Get IOL's cool new iPad app...
Rustenburg - The Farlam commission of inquiry into 44 deaths during a strike at Lonmin Platinum's mine in Marikana, North West, was adjourned on Wednesday after a water and power cut at the Rustenburg Civic Centre.
Commission chairman Ian Farlam said the proceedings would begin again at 9am on Thursday.
A miner wounded on August 16, Siphete Phatsha, said through an interpreter that he had not attacked anyone on August 16.
He had carried a panga and a sharpened iron rod that day, but had carried only a stick earlier in the week, he told the commission.
He was about to explain this when the auditorium went dark.
Earlier, Phatsha said he and other striking Lonmin miners had assembled at a hill near the mine, when they noticed a Nyala (a police armoured vehicle) trying to “close us in”.

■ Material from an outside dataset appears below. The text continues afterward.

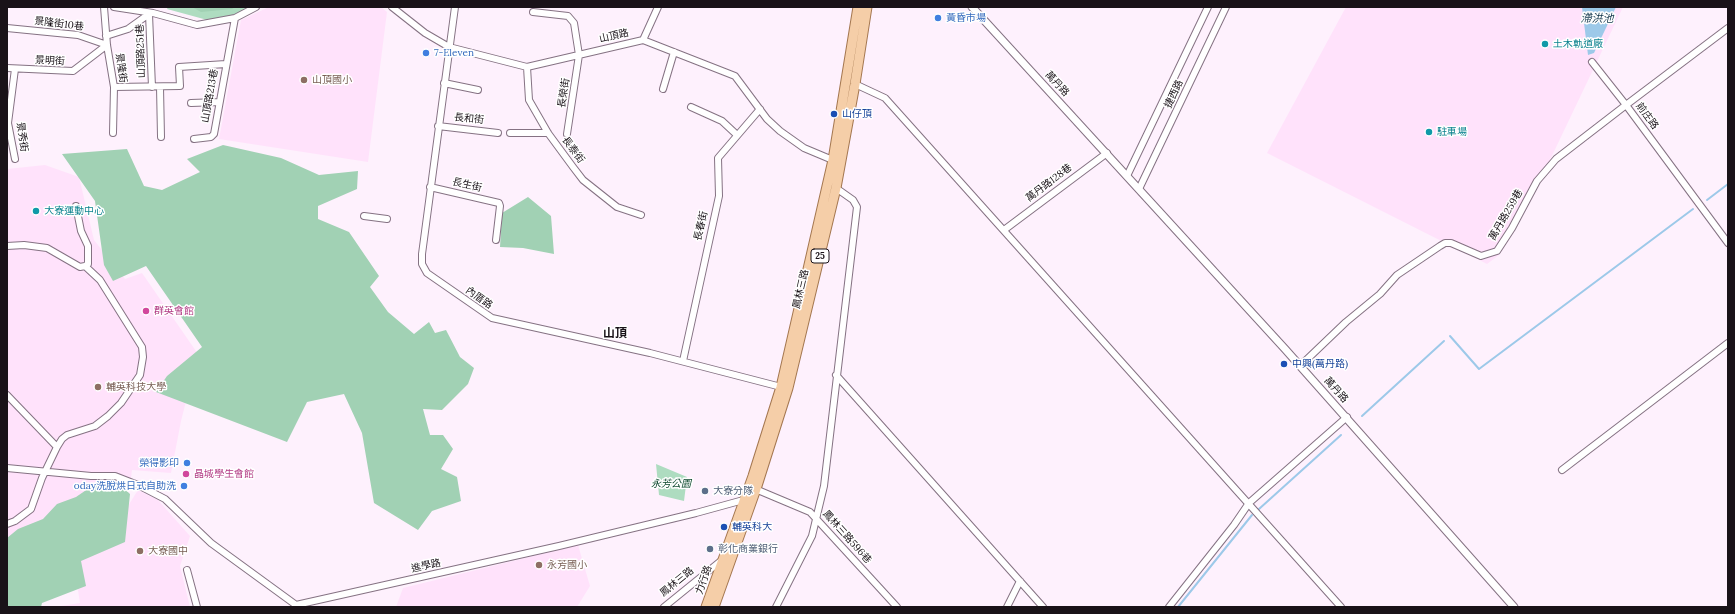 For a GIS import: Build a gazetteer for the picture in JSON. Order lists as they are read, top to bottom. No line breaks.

“We left immediately. The idea was to proceed towards [Nkaneng informal settlement]. We found police had closed our way.”

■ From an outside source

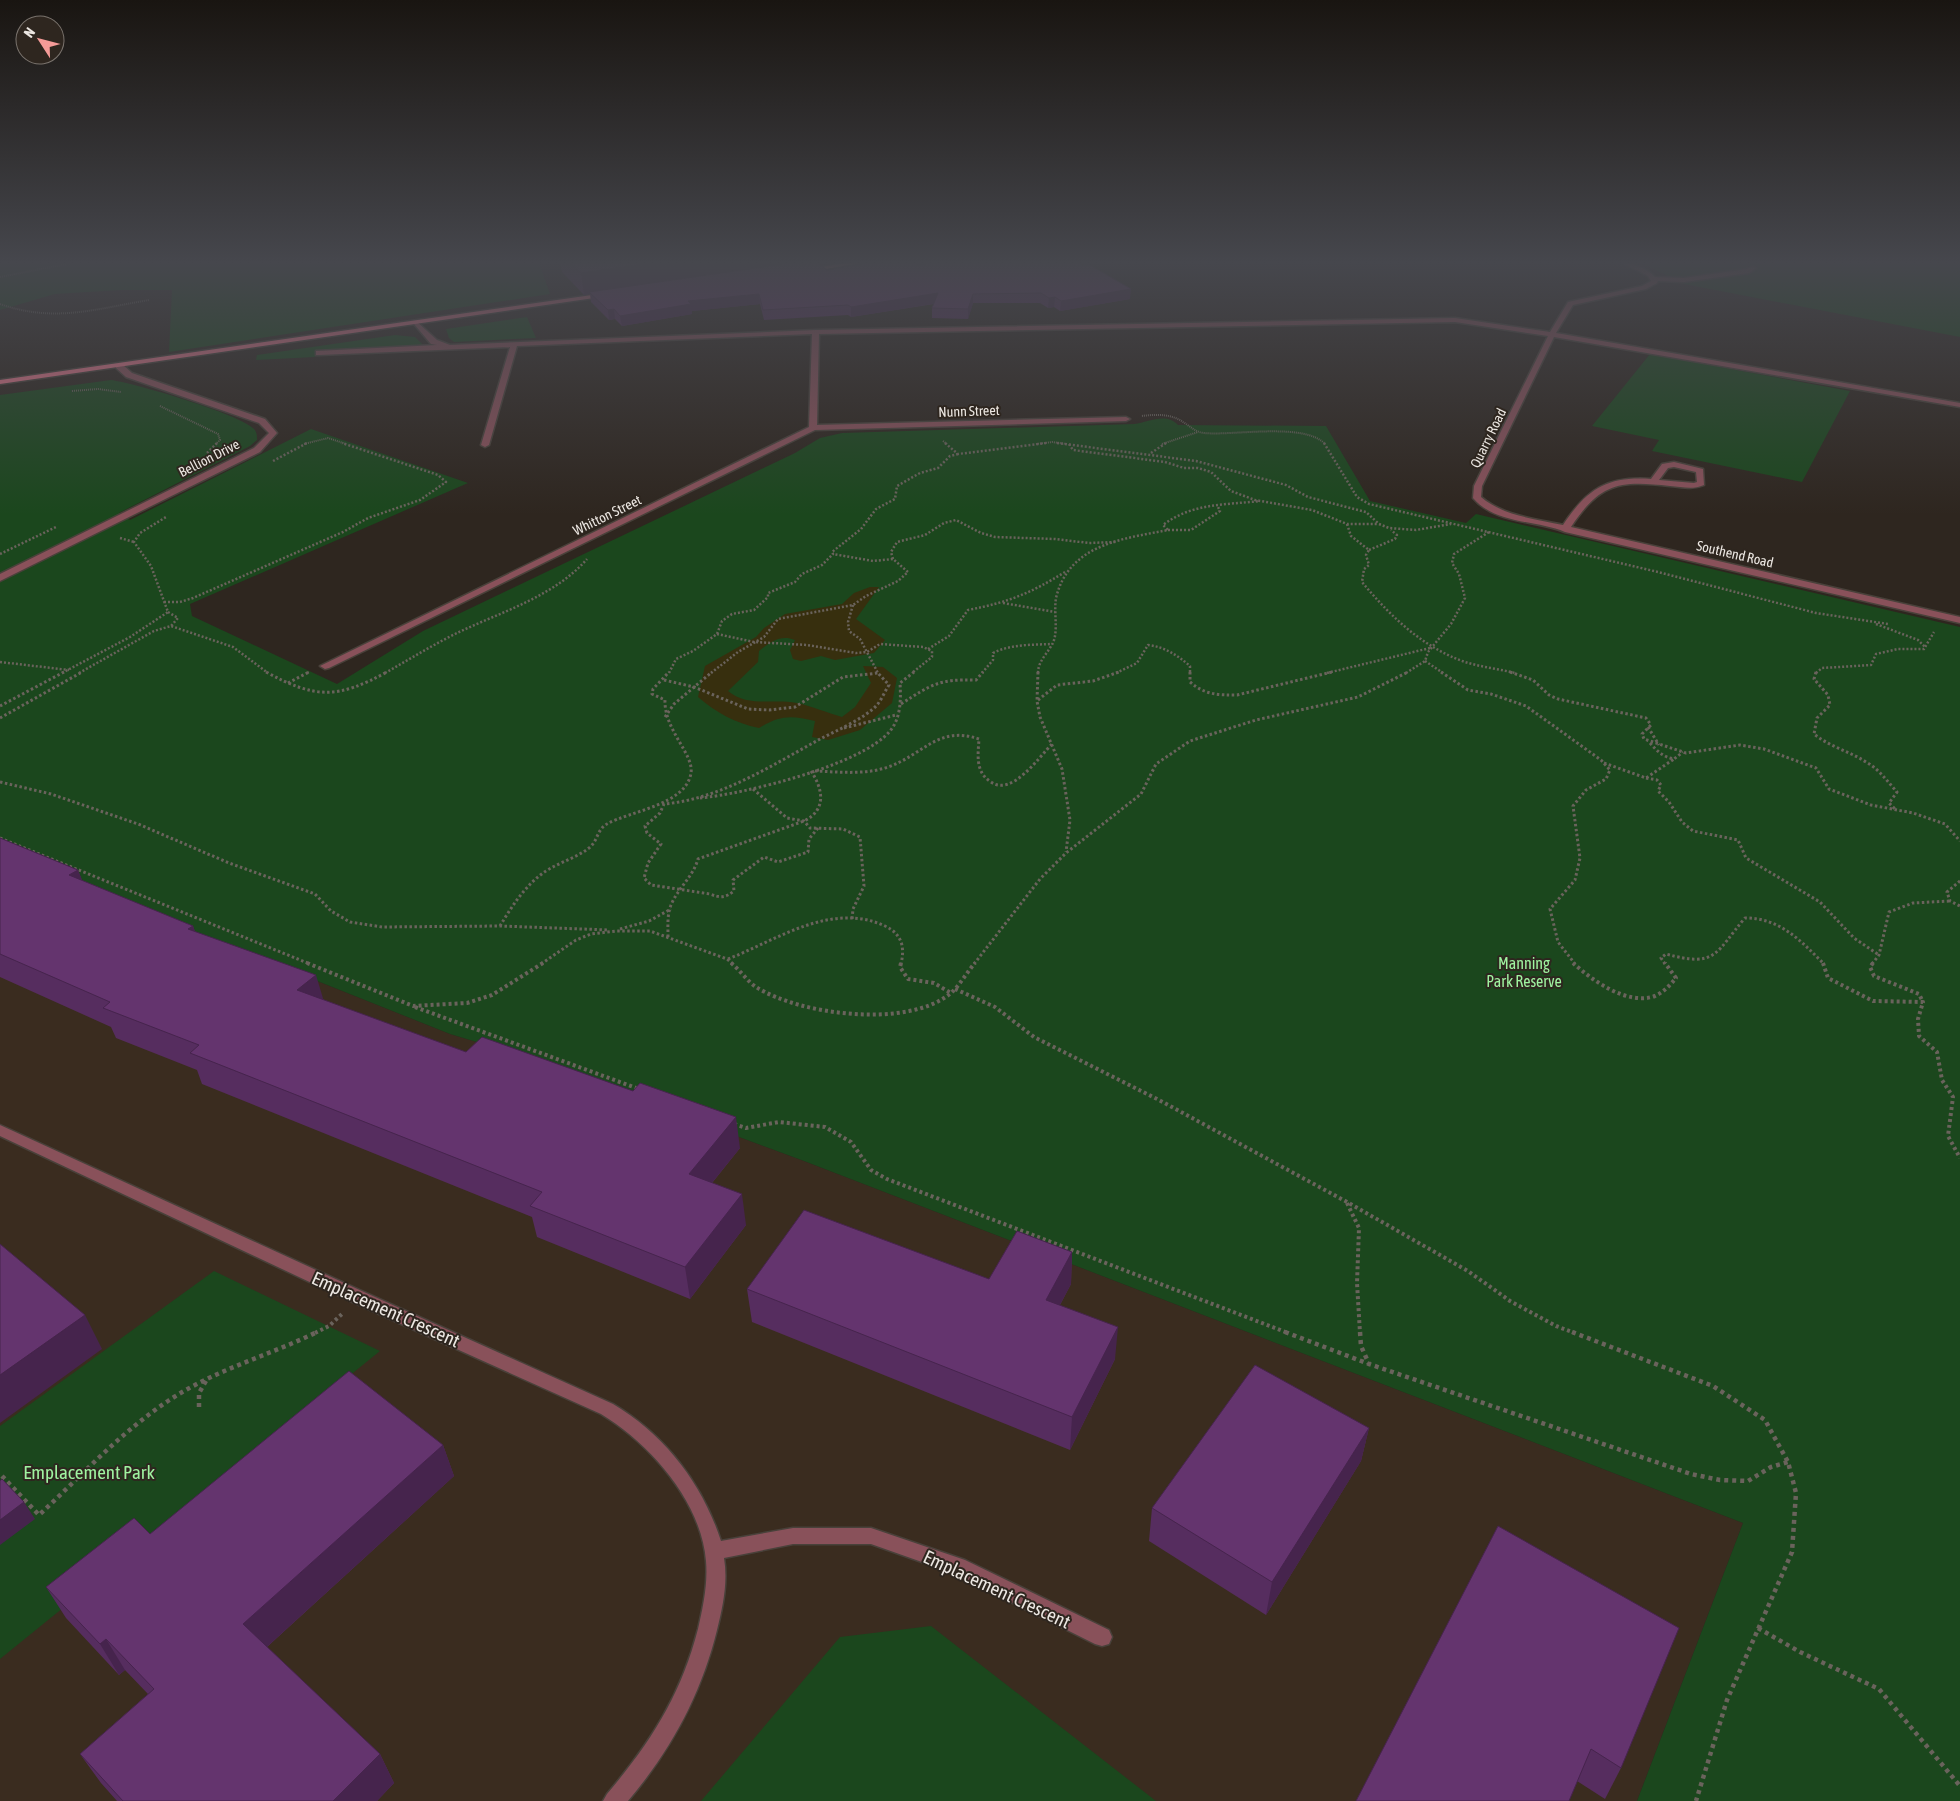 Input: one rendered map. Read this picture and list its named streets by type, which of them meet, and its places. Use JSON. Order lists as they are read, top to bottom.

Phatsha said the miners, who were being with teargas and by a water cannon, then ran towards a kraal.
Two or three Nyalas had outstripped them and blocked their way, but they ran behind the kraal. When they emerged, they were fired on with live ammunition, he said.
“I jumped over people who had fallen down and went through the kraal and out the other side.”
Phatsha said that, at this point, he felt pain in his foot and realised he had been shot.
“The injured toe was impeding my movements and getting caught by stones and plants on the ground,” he said in a statement.
He amputated the remains of his toe with a bush knife.
“I sat down, cut off that piece and I was able to run after that.”
He tied a piece of cloth around the stump as a makeshift tourniquet.
Phatsha said that at the small hill, he saw other protesters surrendering to the police.
“They were raising their hands and asking for forgiveness... They were being shot at.”
He joined a group which were being arrested. A policeman later told him and two others that they needed medical treatment, and they were taken to hospital.
Earlier, Phatsha described his job as a rock drill operator as dangerous, and said that in August, he earned around R5000, including a “sleep out” allowance.
The commission is probing the deaths of 44 people during an unprotected strike at Lonmin Platinum's mine in Marikana last year.
On August 16, 34 striking mineworkers were shot dead and 78 were injured when the police opened fire while trying to disperse a group which had gathered on a hill near the mine.
Ten people, including two police officers and two security guards, were killed near the mine in the preceding week.